Dental implants are important for restoring biological function in patients with missing teeth [1, 2] and have become increasingly popular since the 1980s [3] . Monitoring and maintenance are critical for long-term stability after implantation [4] . Marginal bone resorption is an important parameter that should be monitored. Bone loss of < 1.5 mm at 1-year post-loading is generally considered acceptable, followed by the loss of 0.2 mm annually thereafter [5, 6] . In cases where bone loss exceeds this amount, careful investigation is needed, including in cases showing gradual loss after osseointegration. Bone loss is initiated and maintained by iatrogenic factors or local conditions (e.g. occlusal trauma, implant factors, prosthetic restorations, etc.) [5, 7, 8] . Bone loss can be classified into late and additional types [9] . By monitoring marginal bone resorption, early changes in clinical factors can be identified. When additional bone loss is observed along with peri-implant connective tissue inflammation (i.e. bleeding and/or suppuration), a diagnosis of peri-implantitis is made [10] . This requires treatment and oral health education for the patient.

Bone loss is usually evaluated on radiographs. A difference in measurements between examiners of approximately 1-2 mm is considered to reflect meaningful interexaminer variation [11] . For general practitioners, evaluating marginal bone loss around implants can be difficult. In clinical practice, detection of the peri-implant bone level relies on imaging findings. Commonly used imaging modalities include cone-beam Open Access computed tomography, panoramic radiography, and periapical radiography. Cone-beam computed tomography can depict the three-dimensional relationship between a dental implant and the surrounding alveolar bone, and studies have demonstrated robust accuracy of this modality for the detection of peri-implant bone defects [12, 13] . Other studies have sought to identify the bone condition around implants using periapical radiographs [14, 15] . Two-dimensional radiographic images are widely used in clinical practice because of their low cost and radiation dose; thus, bone defects are commonly measured on conventional periapical radiographs.
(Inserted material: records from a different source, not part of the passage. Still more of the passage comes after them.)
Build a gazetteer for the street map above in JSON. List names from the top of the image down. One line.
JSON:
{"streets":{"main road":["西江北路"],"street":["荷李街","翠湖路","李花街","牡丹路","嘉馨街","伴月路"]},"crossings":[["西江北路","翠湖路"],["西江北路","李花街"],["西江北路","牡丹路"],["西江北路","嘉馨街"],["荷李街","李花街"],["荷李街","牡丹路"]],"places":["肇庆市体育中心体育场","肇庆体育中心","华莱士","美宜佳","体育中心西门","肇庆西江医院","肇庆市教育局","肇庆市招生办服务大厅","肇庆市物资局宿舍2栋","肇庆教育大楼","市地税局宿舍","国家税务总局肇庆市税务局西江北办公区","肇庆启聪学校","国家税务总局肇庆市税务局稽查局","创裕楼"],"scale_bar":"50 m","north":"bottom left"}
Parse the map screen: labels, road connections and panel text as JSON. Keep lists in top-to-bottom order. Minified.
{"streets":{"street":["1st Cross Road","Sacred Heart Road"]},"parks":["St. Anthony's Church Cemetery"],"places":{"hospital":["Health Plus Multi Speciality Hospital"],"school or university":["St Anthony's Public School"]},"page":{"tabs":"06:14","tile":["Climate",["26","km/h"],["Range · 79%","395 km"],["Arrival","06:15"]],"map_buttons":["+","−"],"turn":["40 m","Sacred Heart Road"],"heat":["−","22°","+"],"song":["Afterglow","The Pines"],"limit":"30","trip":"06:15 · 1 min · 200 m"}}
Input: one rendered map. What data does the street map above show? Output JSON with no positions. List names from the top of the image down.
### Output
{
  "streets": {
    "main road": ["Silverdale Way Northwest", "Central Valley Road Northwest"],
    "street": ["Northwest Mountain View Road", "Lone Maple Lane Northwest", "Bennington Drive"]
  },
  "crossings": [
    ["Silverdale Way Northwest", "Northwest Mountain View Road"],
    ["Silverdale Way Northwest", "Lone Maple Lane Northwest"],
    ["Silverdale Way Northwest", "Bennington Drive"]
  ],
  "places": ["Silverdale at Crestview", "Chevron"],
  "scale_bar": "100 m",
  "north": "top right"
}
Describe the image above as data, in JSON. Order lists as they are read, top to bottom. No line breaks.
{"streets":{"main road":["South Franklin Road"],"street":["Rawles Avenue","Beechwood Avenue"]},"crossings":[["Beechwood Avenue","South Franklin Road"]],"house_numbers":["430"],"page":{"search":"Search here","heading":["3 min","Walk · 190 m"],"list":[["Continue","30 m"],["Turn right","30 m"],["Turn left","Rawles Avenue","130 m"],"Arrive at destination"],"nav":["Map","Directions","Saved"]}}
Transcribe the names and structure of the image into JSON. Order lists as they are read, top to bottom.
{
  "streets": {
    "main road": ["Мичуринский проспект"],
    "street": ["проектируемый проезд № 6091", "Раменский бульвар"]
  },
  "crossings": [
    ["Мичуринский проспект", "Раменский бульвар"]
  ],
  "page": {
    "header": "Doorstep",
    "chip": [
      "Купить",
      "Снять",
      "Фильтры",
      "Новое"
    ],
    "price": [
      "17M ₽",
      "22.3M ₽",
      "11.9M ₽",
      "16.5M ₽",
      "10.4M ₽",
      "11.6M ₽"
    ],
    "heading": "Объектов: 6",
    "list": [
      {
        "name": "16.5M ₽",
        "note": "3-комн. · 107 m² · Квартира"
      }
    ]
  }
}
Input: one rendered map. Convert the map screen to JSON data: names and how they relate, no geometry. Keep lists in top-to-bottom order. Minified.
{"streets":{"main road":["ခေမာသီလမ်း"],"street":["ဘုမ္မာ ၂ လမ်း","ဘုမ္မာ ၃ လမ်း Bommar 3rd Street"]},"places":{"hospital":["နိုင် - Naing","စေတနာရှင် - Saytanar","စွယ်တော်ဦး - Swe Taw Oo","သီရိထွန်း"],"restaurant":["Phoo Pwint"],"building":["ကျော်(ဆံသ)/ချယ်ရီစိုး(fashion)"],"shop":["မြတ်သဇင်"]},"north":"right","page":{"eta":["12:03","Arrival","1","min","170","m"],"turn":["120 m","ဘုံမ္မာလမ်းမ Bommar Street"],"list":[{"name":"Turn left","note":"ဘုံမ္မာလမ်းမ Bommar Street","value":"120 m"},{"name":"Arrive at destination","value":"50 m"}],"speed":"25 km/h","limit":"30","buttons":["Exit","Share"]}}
Assessment of the peri-implant marginal bone level on conventional periapical radiographs is generally difficult because the three-dimensional bone shape is represented on a two-dimensional image. Therefore, the boundaries of the bone around the implant, as well as the buccal and lingual bone heights, should be determined by experienced clinicians [16] . Inexperienced clinicians may make diagnostic errors and false diagnoses according to clinical studies on learning curve [17] . Implant restoration is an increasingly popular procedure, but follow-up thereof can involve a considerable amount of clinical time and effort. Furthermore, interpretations of radiographs tend to vary among observers. Automated systems for reading and analysing periapical radiographs of dental implants may help to address these issues.

Recently, there has been considerable innovation in artificial intelligence (AI) for healthcare, which can also aid digital dentistry and telemedicine [18] . Convolutional neural networks (CNNs) show excellent object detection and classification performance [19] . Many studies based on CNNs have been conducted in the field of dentistry [20, 21] , for tooth numbering [22] and analysis of dental caries [23] , osteoporosis [24] , periodontal bone loss [25] , submerged primary teeth [26] and dental implants [27] [28] [29] . CNNs learn directly from raw input data and classify images without the requirement for manual feature extraction. Region-based convolutional neural networks (R-CNNs) have been developed for object detection tasks, whereby target objects (regions of interest) are automatically identified and annotated [30] [31] [32] [33] . Subsequently, the R-CNN was upgraded to Faster R-CNN, which is more efficient. Based on Faster R-CNN, the Mask R-CNN method was developed; this can detect targets in images and provides high-quality segmentation results [34] . To our knowledge, few studies have used Faster R-CNN for detection of marginal bone loss around dental implants on periapical radiographs [28] .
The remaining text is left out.